Back at the plantation we sat in the shed and drank rice beer as Manoj’s helper’s wife cooked pork for us. The helper, also from Tangla, seemed to have a Nepali touch to him, in looks and speech. He was forty years old, a dark, stocky man, and said he had come there eighteen years ago in the year 2000 as a 22-year-old to clear the jungle. There were three committees — in Belsiri, Batasipur, and Hugrajuli — which had given people land at 750 rupees per seet he said, and so they had come and cleared the land. The trees were cut and sold (or burnt for charcoal), fetching about 100 rupees for a cft or cubic feet of timber. They had seen elephants and deer but not tigers. Then his wife had come, leaving their son behind with a relative in Rangiya. Malaria had been present though, the helper said. Nowadays, depending on the land, a seet would go for two to five lakh rupees. People grew kosu, chilly, til, matimah, and mustard on the land. They got about 500 to 700 rupees per year from one tamul gos or betel nut tree. The land was a bit sandy for tea though.

After a heavy lunch of rice and dal and pork, Manoj told us about his life. It was a strange tale, starting from when he had gone to Bombay to become an actor and taken acting lessons. From lifting weights alongside a now famous actor at a Bandra health club, to running a catering business, and about that one time when he catered for a New Year’s party of about a thousand gay men on Madh Island, he told us about the travails of strugglers like him in Bombay who didn’t make it (he had appeared in a few ads though). He returned to Assam, and set up a tea garden in Tangla, after which he started the rubber plantation. He was threatened over the phone from Myanmar and by the local commander of an insurgent group. The insurgents had demanded 25 lakh rupees, and the Officer-in-Charge (OC) of the Mazbat thana had called Manoj after they had done a phone trace of the threatening phone-call. The insurgent leader from Myanmar had said, people like you should die, we’ll blow you away, and Manoj had told him, then come to my house. He said, “They have guns and want people to follow what they say, but I’m not afraid of them.” He was in his mid-50s, and had returned from Bombay about a decade back, and had even stood for elections with the help of the student body. He had a loud voice, possibly a remnant of his acting classes, and he ridiculed the videos the insurgents had shared showing themselves with bikes and guns.

“Who do they think they are, the Taliban?” he asked. “How many mountains are there in Assam to hide?”

Manoj said the surrounding people initially thought he was a fool, but now that tapping was approaching and the money would start coming in, they had already started changing their ideas.
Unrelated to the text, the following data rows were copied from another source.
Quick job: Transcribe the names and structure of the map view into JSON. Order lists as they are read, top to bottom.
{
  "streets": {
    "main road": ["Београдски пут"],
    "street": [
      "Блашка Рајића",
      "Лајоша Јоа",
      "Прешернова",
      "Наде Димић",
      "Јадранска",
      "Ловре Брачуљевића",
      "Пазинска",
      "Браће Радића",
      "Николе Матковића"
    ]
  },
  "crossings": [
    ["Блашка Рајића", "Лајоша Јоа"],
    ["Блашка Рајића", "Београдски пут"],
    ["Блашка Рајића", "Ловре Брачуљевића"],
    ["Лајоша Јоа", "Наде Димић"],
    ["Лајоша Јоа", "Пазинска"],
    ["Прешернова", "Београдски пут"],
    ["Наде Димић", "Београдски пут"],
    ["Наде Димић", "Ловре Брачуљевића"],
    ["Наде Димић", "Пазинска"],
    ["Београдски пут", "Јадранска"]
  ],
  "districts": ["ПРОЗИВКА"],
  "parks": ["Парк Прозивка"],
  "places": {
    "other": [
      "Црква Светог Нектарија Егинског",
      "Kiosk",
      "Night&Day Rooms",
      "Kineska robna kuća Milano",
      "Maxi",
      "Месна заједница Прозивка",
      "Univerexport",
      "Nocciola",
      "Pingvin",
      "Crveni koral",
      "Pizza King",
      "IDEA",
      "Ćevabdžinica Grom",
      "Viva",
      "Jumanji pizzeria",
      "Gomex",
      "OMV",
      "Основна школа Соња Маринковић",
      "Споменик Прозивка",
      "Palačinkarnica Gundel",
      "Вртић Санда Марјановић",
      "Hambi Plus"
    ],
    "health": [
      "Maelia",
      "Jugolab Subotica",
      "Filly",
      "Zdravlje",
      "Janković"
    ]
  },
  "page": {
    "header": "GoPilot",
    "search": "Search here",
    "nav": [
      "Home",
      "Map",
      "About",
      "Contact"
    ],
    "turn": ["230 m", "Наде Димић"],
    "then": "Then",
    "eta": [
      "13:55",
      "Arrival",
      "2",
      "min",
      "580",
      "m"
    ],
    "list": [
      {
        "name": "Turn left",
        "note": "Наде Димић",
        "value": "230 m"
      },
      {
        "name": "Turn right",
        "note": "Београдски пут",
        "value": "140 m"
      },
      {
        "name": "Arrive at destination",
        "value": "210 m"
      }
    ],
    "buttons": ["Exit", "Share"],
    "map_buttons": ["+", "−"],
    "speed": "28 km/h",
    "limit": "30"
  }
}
Listening to his Bombay stories and an account of a tour to Europe, I thought I could understand where he got his adventurousness and resolve from. At the same time, his views on money, society and cities were somewhat confused. He was in his element where he was.

“There’s so much cleared forest land lying waste around here,” he told the ex-bodyguard, “we should bring the miyas (Bengali Muslims) to grow boro (winter crop) rice.”

We left as the sun set beyond the craggy, misty magnificent mountains in the near distance. Manoj told us he used to come by train and ask his worker to bring a cycle to the station which he used to ride to the plantation and then stay for a few days. His children hadn’t seen the plantation yet.

Manoj told us his wife had passed away a few months ago from kidney failure, even after dialysis and a transplant. He seemed to have arrived at a vision of life as an illusion after that – “life tu nu ki aru, life tu ekuei nai” (what is life, life is nothing). His one regret was that his parents had sent him to an Assamese-medium school; if he had learned English at an early age, he felt he might have achieved more, so now he wanted to provide well for his children.

He would start tapping later that year, and by the next year he would stay there, in peace, sending out his rubber to buyers. Rubber was going for 200 rupees a kilogram at one time, but had then come down to 120, but the production cost was only 20 to 25 per cent, so he wasn’t worried. We dropped them at the Hugrajuli train station and drove back through the evening traffic to Tezpur.

NOTES:

  1. Duars are the traditional passes in the foothills which were used by people to move from the plains to the hills and vice versa.
  2.  NDFB (S) was a faction of the armed separatist outfit known as the National Democratic Front of Bodoland whose objective was a sovereign Bodoland for the Bodo people.
  3. In Assam, a bigha is 14400 square feet. The size of a bigha can vary across regions in India.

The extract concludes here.